Sunday, September 11, 2016

Make New Friends, But Keep The Old

I’m not sure if you know that song.  “Make new friends, but keep the old. One is silver and the other gold.”  I’m also not sure if there’s more to it than that one verse, because that’s all I ever knew.  But it’s about old friends being the gold standard, but that you should also make new friends, because they’re pretty darn good too!

When we were kids, making friends was easy.  Well, somewhat easy.  Ok, maybe not that easy.  But at least the opportunities were more plentiful.  We had school, after-school activities, clubs, summer camps, and so on.  We had natural social activities that were meant for making friends.  So, while it can be scary to approach new people and make new friends, at least we had places that would allow us to do that.

As we get older, it gets more difficult to meet new people.  There aren’t as many naturally occurring “friend making” places for us.  Work, yeah, but sometimes it’s best to keep work and social life separate. And the ability to approach someone and simply say “Hi, my name is  ….” becomes more nerve-wracking.

After high school, and maybe even after college, we hopefully had our group of core friends to hang out with. So together, we would go out to clubs, and try to meet more people.  But did we really meet and make many lasting friendships out in clubs?  Probably not.  Or at least, not many.

And then, a lot of people that we were friends with when younger may have met their “significant others” in college or grad school or shortly thereafter.  So they went on to a different social arena.  The “couples” arena.  They may have hung out with us, their single friends, from time to time.

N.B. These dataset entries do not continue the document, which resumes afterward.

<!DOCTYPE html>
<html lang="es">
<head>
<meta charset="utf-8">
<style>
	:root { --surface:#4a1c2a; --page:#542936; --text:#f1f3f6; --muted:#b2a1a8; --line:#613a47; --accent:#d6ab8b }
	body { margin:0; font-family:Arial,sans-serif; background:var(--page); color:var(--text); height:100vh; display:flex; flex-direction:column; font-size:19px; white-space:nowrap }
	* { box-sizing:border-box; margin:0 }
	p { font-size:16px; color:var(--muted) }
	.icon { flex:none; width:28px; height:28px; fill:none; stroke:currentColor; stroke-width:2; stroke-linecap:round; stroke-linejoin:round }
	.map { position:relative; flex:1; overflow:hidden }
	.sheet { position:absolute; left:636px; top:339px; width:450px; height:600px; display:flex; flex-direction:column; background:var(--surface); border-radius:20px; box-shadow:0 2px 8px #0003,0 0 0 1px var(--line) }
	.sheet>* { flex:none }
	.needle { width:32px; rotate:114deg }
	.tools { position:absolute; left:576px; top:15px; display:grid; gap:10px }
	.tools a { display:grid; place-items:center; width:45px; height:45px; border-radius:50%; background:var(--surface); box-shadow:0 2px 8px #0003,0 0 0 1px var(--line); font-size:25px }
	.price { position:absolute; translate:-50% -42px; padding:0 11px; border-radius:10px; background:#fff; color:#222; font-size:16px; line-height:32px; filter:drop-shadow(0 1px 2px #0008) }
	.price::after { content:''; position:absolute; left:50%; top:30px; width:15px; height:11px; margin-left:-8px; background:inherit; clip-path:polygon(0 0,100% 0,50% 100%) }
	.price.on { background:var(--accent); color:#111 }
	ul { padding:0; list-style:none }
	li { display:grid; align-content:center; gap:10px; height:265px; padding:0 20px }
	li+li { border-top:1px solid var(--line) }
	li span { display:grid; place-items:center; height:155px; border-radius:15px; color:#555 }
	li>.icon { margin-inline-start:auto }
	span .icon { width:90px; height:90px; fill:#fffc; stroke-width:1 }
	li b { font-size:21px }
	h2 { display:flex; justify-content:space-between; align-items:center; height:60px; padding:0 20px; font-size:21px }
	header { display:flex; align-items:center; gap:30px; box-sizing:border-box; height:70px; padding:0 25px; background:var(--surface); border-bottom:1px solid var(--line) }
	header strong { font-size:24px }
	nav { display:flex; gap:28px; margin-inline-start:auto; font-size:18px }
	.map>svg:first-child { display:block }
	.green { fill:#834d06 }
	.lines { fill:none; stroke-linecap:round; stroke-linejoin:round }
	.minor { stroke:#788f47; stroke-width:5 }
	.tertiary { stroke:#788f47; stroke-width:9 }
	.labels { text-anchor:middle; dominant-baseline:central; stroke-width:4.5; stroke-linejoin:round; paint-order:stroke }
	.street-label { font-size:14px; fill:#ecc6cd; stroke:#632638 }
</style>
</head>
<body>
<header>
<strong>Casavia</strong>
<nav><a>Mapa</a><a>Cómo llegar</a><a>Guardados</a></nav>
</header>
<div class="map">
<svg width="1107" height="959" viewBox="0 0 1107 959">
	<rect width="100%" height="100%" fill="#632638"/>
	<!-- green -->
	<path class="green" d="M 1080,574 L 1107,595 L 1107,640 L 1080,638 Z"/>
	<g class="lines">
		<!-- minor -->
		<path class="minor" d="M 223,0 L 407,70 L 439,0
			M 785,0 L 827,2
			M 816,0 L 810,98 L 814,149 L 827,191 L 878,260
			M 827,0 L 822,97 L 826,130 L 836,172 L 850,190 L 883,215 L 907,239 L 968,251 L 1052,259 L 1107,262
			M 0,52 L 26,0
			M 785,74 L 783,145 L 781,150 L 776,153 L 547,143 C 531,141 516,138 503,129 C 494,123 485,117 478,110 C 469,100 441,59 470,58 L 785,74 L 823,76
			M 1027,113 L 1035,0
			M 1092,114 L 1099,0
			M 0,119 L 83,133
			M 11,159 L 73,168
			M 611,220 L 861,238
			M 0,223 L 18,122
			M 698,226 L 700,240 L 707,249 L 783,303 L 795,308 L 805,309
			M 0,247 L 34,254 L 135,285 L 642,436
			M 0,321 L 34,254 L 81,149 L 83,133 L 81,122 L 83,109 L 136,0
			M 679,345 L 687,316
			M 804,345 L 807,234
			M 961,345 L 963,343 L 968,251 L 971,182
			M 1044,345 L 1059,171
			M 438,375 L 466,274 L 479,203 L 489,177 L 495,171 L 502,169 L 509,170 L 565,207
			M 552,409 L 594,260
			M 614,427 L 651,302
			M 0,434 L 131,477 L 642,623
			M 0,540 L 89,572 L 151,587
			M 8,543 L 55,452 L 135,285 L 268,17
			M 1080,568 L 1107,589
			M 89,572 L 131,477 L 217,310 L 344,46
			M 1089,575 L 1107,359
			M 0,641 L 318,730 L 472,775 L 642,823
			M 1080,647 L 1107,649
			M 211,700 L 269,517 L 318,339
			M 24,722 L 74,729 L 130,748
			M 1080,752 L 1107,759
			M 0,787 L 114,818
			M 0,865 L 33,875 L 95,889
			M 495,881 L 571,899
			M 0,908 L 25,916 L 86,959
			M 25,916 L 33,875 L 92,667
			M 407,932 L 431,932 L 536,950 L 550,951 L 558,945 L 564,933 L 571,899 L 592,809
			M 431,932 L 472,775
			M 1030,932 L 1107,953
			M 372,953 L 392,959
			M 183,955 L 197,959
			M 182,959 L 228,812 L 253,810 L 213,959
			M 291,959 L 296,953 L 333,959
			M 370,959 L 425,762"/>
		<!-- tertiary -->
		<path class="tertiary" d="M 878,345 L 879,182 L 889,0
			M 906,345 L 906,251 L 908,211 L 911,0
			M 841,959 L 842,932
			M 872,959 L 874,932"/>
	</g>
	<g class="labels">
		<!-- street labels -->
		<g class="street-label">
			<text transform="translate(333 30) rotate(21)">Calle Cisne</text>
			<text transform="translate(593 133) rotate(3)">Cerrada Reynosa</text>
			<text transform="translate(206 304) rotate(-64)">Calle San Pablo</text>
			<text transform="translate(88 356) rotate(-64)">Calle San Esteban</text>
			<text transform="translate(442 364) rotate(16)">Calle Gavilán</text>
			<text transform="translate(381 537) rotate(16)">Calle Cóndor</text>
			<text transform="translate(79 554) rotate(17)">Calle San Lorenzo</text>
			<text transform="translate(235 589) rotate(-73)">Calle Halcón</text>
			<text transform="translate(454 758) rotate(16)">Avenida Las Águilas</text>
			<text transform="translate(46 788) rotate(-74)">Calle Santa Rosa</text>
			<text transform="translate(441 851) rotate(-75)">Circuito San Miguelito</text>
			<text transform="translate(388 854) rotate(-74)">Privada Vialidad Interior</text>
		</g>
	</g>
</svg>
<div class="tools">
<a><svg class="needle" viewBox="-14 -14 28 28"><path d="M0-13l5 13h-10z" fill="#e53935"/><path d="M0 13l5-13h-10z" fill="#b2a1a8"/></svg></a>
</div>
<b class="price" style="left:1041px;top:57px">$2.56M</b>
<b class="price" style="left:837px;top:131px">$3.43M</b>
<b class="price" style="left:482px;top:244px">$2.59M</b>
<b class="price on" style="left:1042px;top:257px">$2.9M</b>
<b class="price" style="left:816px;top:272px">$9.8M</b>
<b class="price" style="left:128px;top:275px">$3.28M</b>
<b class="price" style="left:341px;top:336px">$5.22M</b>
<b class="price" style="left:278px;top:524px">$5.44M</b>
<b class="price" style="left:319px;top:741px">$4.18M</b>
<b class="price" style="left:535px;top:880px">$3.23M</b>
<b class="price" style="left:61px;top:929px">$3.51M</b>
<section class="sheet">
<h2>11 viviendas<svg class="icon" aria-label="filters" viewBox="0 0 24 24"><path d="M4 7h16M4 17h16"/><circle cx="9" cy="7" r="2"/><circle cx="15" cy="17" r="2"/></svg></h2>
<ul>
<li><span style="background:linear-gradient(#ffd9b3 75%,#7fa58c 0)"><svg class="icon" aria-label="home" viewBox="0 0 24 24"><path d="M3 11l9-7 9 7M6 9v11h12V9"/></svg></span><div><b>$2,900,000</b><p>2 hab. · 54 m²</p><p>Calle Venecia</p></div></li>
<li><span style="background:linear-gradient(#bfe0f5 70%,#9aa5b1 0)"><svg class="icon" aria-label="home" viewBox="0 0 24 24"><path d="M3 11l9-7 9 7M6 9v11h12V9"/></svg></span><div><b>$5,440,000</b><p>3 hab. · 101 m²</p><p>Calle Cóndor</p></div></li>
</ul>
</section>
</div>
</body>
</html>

But being a “couple” meant that the single friend was the “third wheel” and it became easier to hang out with other couples.  Then their kids came along and now the couples were “families” and they were spending most of their time juggling their kids’ social schedules.  So while they are still friends of our, they are more likely not the people we’ll spend most of our time with, if we’re still single.

So those of us who are still single find ourselves in a smaller universe.  At least it is smaller if we stuck just to our age bracket.  If we pushed the slider a bit in either direction, we could hang out with more people. That is, until they may enter the “couples” or “families” arenas.

But where do we go to meet others?  I am not really looking to go out clubbing.  It’s not that I don’t like to dance, but it hasn’t really changed from when I was younger and would go out clubbing. I wasn’t making new friends. If anything, I may meet some guy and maybe we’d exchange numbers and maybe we’d go out.  But I didn’t really make “friends” by going clubbing.

For me, thankfully, I found Meetup.com.  I have met so many people through that site who are new friends.  Good friends.  “Silver-on-the-way-to-becoming-gold” friends. People I love to spend time with!  These are friends of all nationalities, races, ages, religions.  What do we have in common (other than being members of Meetup)?  Well, we all probably want to make new friends.  Yes, we’re definitely keeping the old friends.  But we find new friends to spend time with, to experience new things with. 


I don’t think I’ll ever stop making new friends.  And my cache of “gold” friends keeps getting bigger!  So I’m getting “rich” with both silver and gold …. friends, that is.  Wouldn’t that be nice if it were also just plain old silver and gold?  But if I had a choice, I’d take the friends over the metals!  They are much more valuable!!